La triste storia di Roman Tritz, raccontata dal Wall Street Journal

[Giornalista Wall Street Journal]

Per più di 30 anni, Roman Tritz ha mangiato da solo due volte al giorno al King Street Kitchen di Lacrosse, nel Wisconsin. Gli avventori abituali scherzano sul fatto che possono regolare i loro orologi basandosi sulla sua ora di arrivo.

[Cameriera]

Eccola servita. C’è qualcos’altro che posso portarle?

[Giornalista Wall Street Journal]

Per i camerieri e gli altri clienti, sembra un vecchio tranquillo e stravagante che non cambia mai il modo di fare le cose. Quando parla, di solito dice di essere il bersaglio di cospirazioni governative.

[Roman Tritz]

Credo che la principale sia la dannata FBI, che mi controlla mentalmente colpendomi con radiazioni che vengono da apparecchi alimentati a batteria. Le puntano su di me, e mi colpiscono.

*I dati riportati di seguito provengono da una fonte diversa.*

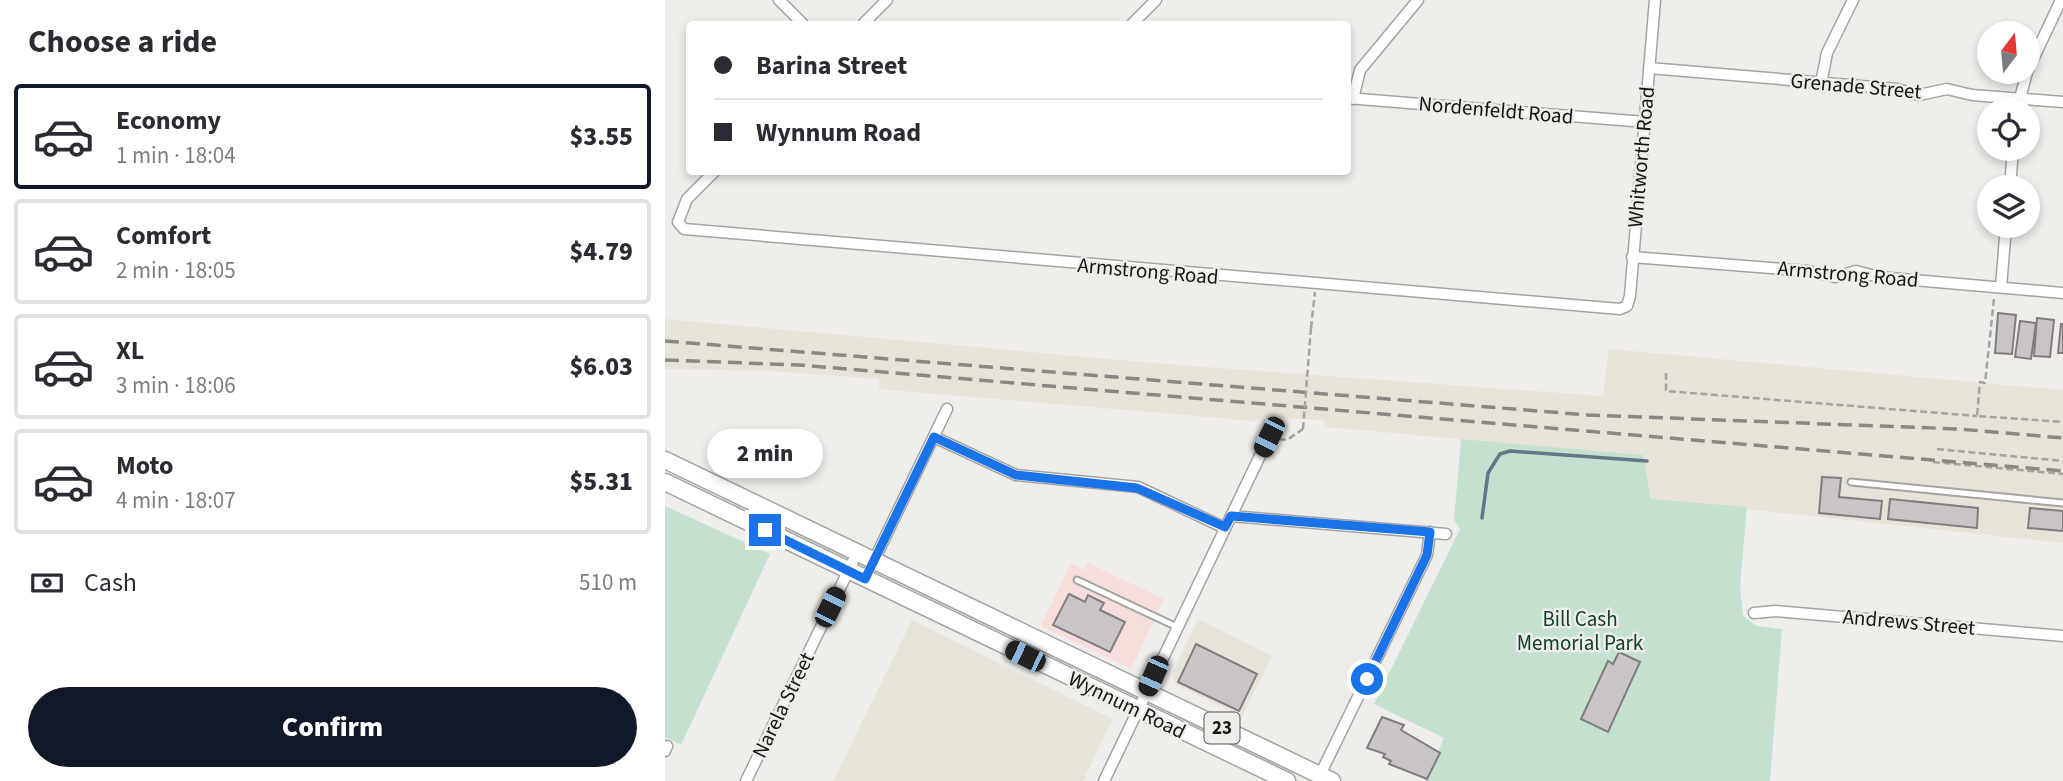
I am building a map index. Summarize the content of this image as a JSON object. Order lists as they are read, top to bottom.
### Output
{
  "streets": {
    "main road": ["Wynnum Road", "23"],
    "street": [
      "Grenade Street",
      "Nordenfeldt Road",
      "Whitworth Road",
      "Armstrong Road",
      "Andrews Street",
      "Narela Street"
    ]
  },
  "crossings": [
    ["Grenade Street", "Whitworth Road"],
    ["Nordenfeldt Road", "Whitworth Road"],
    ["Whitworth Road", "Armstrong Road"],
    ["Narela Street", "Wynnum Road"]
  ],
  "parks": ["Bill Cash Memorial Park"],
  "north": "top",
  "page": {
    "heading": "Choose a ride",
    "banner": ["Barina Street", "Wynnum Road"],
    "list": [
      {
        "name": "Economy",
        "note": "1 min · 18:04",
        "value": "$3.55"
      },
      {
        "name": "Comfort",
        "note": "2 min · 18:05",
        "value": "$4.79"
      },
      {
        "name": "XL",
        "note": "3 min · 18:06",
        "value": "$6.03"
      },
      {
        "name": "Moto",
        "note": "4 min · 18:07",
        "value": "$5.31"
      }
    ],
    "bubble": "2 min",
    "pay": ["Cash", "510 m"],
    "buttons": "Confirm"
  }
}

[Giornalista Wall Street Journal]

Quello che non sanno è che Roman è stato pilota in numerose missioni di combattimento durante la seconda guerra mondiale. E che, una volta tornato a casa, ha cominciato a soffrire di sintomi psichiatrici che sono peggiorati nel tempo e che, il 1 ° luglio 1953, i medici della Veterans Administration gli hanno somministrato una lobotomia.

[Roman Tritz]

Vedete queste cicatrici qui, vero? Ecco cosa erano. Hanno tagliato il lobo frontale dal cervello o qualcosa del genere. Non so perché. Subito dopo l’operazione è stato terribile. Sembrava che qualcuno mi avesse sparato con un fucile.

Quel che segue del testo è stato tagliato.